The Sorting Cheat Sheet

J. Forbes

This handout is intended as a very rough guide. It's for those of you who want the quick and dirty answers to what how does sorting algorithm "x" work and how does it compare to the other ones we've learned. If you want to really understand these algorithms, you should look at the code and notes from lecture.

For any particular sorting algorithm, we want to do it fast. In practice, constant factors and ease of implementation can be important in picking an algorithm. We'll assume for all of these algorithms that our input is presented in an array of length n.

AVERAGE CASE TIME: given an arbitrary input, what do we expect the running time to be
WORST CASE TIME: for a particular degenerate case, how bad will the algorithm perform
BEST CASE TIME: for a particularly benevolent input case, what is the best case performance. This will always be at least O(n). Why?
SITUATIONS WHERE USEFUL: for what inputs and applications, is this kind of sort useful

Basic sorts

The "basic" sorts generally make n passes through the input vector An important measure for any of these sorts is:

SITUATION AFTER ITH PASS: what the vector looks like after the going through the vector i times

Insertion sort

insert an as-yet-unprocessed record into a (sorted) list of the records processed so far

SITUATION AFTER ITH PASS: first i elements sorted
AVERAGE CASE TIME: O(n²)
WORST CASE TIME: O(n²) when in reverse sorted order takes about twice as long as average case
BEST CASE TIME: O(n) when already in sorted order
SITUATIONS WHERE USEFUL: Simple sort, easy to implement. Good when the number of inversions is small.

Shell's sort

The problem with insertion sort is that elements can only be moved one slot at a time.

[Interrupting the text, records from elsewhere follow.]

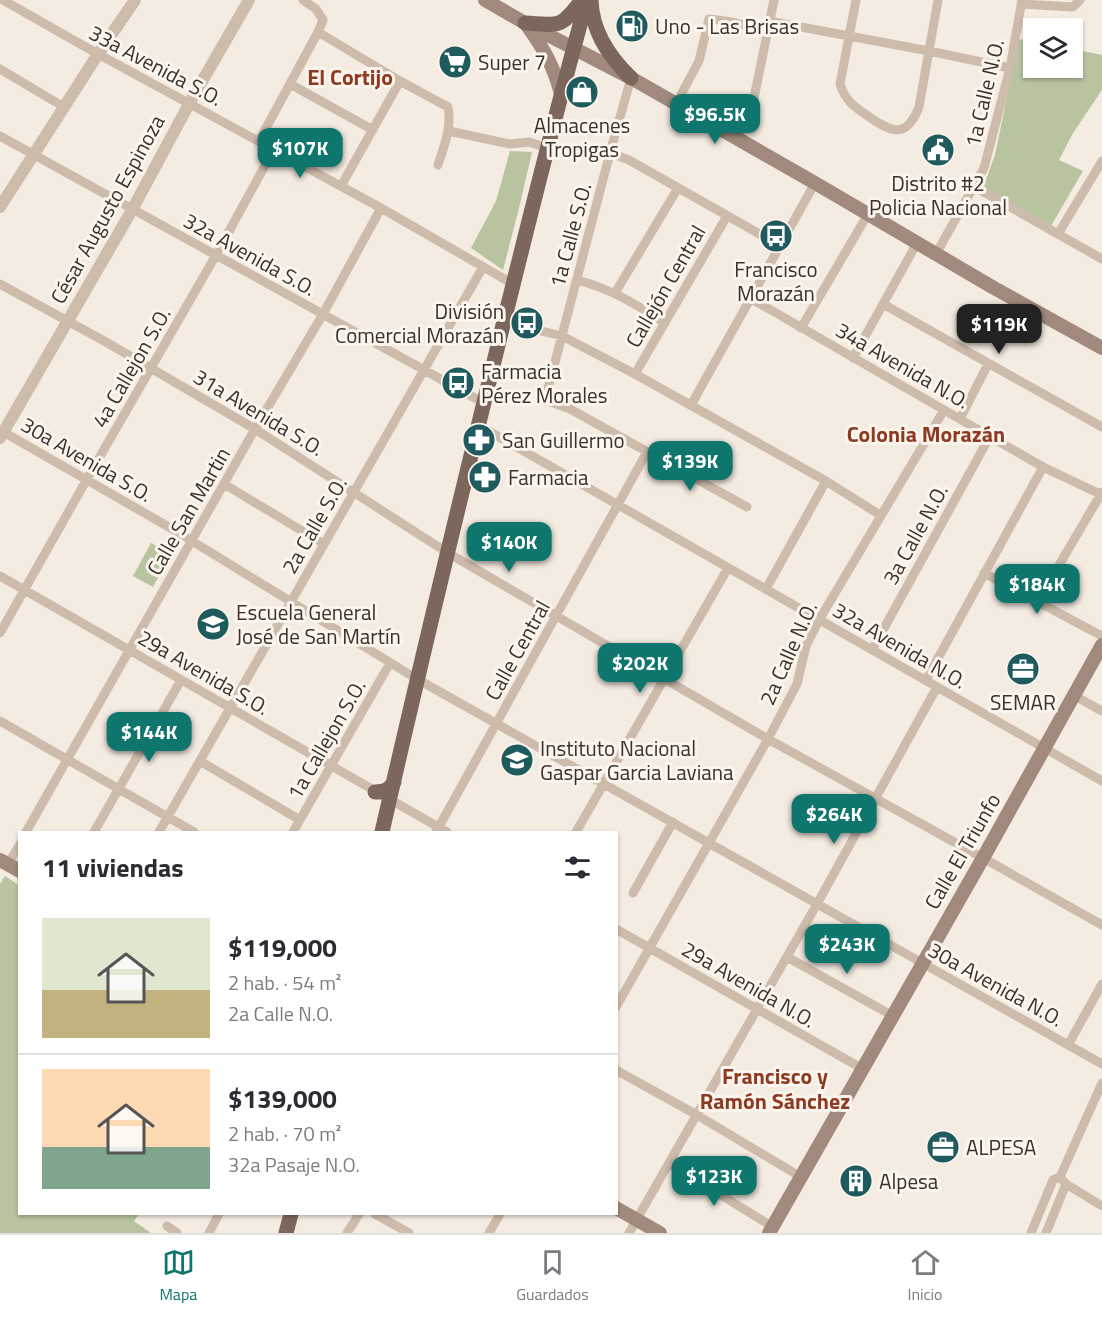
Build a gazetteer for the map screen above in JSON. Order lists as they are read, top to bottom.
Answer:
{
  "streets": {
    "main road": ["Calle El Triunfo"],
    "street": [
      "33a Avenida S.O.",
      "1a Calle N.O.",
      "César Augusto Espinoza",
      "1a Calle S.O.",
      "32a Avenida S.O.",
      "Callejón Central",
      "34a Avenida N.O.",
      "4a Callejon S.O.",
      "31a Avenida S.O.",
      "30a Avenida S.O.",
      "Calle San Martin",
      "2a Calle S.O.",
      "3a Calle N.O.",
      "32a Avenida N.O.",
      "Calle Central",
      "2a Calle N.O.",
      "29a Avenida S.O.",
      "1a Callejon S.O.",
      "29a Avenida N.O.",
      "30a Avenida N.O."
    ]
  },
  "crossings": [
    ["33a Avenida S.O.", "César Augusto Espinoza"],
    ["33a Avenida S.O.", "4a Callejon S.O."],
    ["33a Avenida S.O.", "Calle San Martin"],
    ["33a Avenida S.O.", "2a Calle S.O."],
    ["César Augusto Espinoza", "32a Avenida S.O."],
    ["César Augusto Espinoza", "31a Avenida S.O."],
    ["César Augusto Espinoza", "30a Avenida S.O."],
    ["1a Calle S.O.", "Calle Central"],
    ["32a Avenida S.O.", "4a Callejon S.O."],
    ["32a Avenida S.O.", "Calle San Martin"],
    ["32a Avenida S.O.", "2a Calle S.O."],
    ["34a Avenida N.O.", "3a Calle N.O."],
    ["34a Avenida N.O.", "2a Calle N.O."],
    ["4a Callejon S.O.", "31a Avenida S.O."],
    ["4a Callejon S.O.", "30a Avenida S.O."],
    ["4a Callejon S.O.", "29a Avenida S.O."],
    ["31a Avenida S.O.", "Calle San Martin"],
    ["31a Avenida S.O.", "2a Calle S.O."],
    ["31a Avenida S.O.", "Calle Central"],
    ["31a Avenida S.O.", "2a Calle N.O."],
    ["31a Avenida S.O.", "Calle El Triunfo"],
    ["30a Avenida S.O.", "Calle San Martin"],
    ["30a Avenida S.O.", "2a Calle S.O."],
    ["30a Avenida S.O.", "Calle Central"],
    ["30a Avenida S.O.", "1a Callejon S.O."],
    ["30a Avenida S.O.", "30a Avenida N.O."],
    ["Calle San Martin", "29a Avenida S.O."],
    ["2a Calle S.O.", "29a Avenida S.O."],
    ["3a Calle N.O.", "32a Avenida N.O."],
    ["32a Avenida N.O.", "Calle Central"],
    ["32a Avenida N.O.", "2a Calle N.O."],
    ["32a Avenida N.O.", "Calle El Triunfo"],
    ["Calle Central", "29a Avenida S.O."],
    ["Calle Central", "30a Avenida N.O."],
    ["2a Calle N.O.", "29a Avenida N.O."],
    ["2a Calle N.O.", "30a Avenida N.O."],
    ["29a Avenida S.O.", "1a Callejon S.O."],
    ["Calle El Triunfo", "29a Avenida N.O."],
    ["Calle El Triunfo", "30a Avenida N.O."]
  ],
  "districts": ["El Cortijo", "Colonia Morazán", "Francisco y Ramón Sánchez"],
  "places": {
    "fuel station": ["Uno - Las Brisas"],
    "supermarket": ["Super 7"],
    "shop": ["Almacenes Tropigas"],
    "public building": ["Distrito #2 Policia Nacional"],
    "bus stop": ["Francisco Morazán", "División Comercial Morazán", "Farmacia Pérez Morales"],
    "pharmacy": ["San Guillermo", "Farmacia"],
    "school or university": ["Escuela General José de San Martín", "Instituto Nacional Gaspar Garcia Laviana"],
    "office": ["SEMAR", "ALPESA"],
    "building": ["Alpesa"]
  },
  "page": {
    "price": [
      "$96.5K",
      "$107K",
      "$119K",
      "$139K",
      "$140K",
      "$184K",
      "$202K",
      "$144K",
      "$264K",
      "$243K",
      "$123K"
    ],
    "heading": "11 viviendas",
    "list": [
      {
        "name": "$119,000",
        "note": "2 hab. · 54 m² · 2a Calle N.O."
      },
      {
        "name": "$139,000",
        "note": "2 hab. · 70 m² · 32a Pasaje N.O."
      }
    ],
    "tabs": ["Mapa", "Guardados", "Inicio"]
  }
}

In the reverse order case, we had to move each element all the way down the vector each time. Shell's sort makes things better on average by sorting the vector with various "strides."

SITUATION AFTER ITH PASS:
AVERAGE CASE TIME: O(n^1.5) when we divide the stride by 2.2 each time
WORST CASE TIME: with stride of 1 it's just insertion sort which can take. The earlier passes don't necessarily have to help in the sorting the overall vector. Luckily on average, this doesn't happen.
BEST CASE TIME: O(n) if we set the stride to 1 and we have a sorted list
SITUATIONS WHERE USEFUL: good sort for general purpose sorting when insertion sort has trouble. There's a bit more overhead involved.

Selection sort

Just find the minimum of the remaining elements each time.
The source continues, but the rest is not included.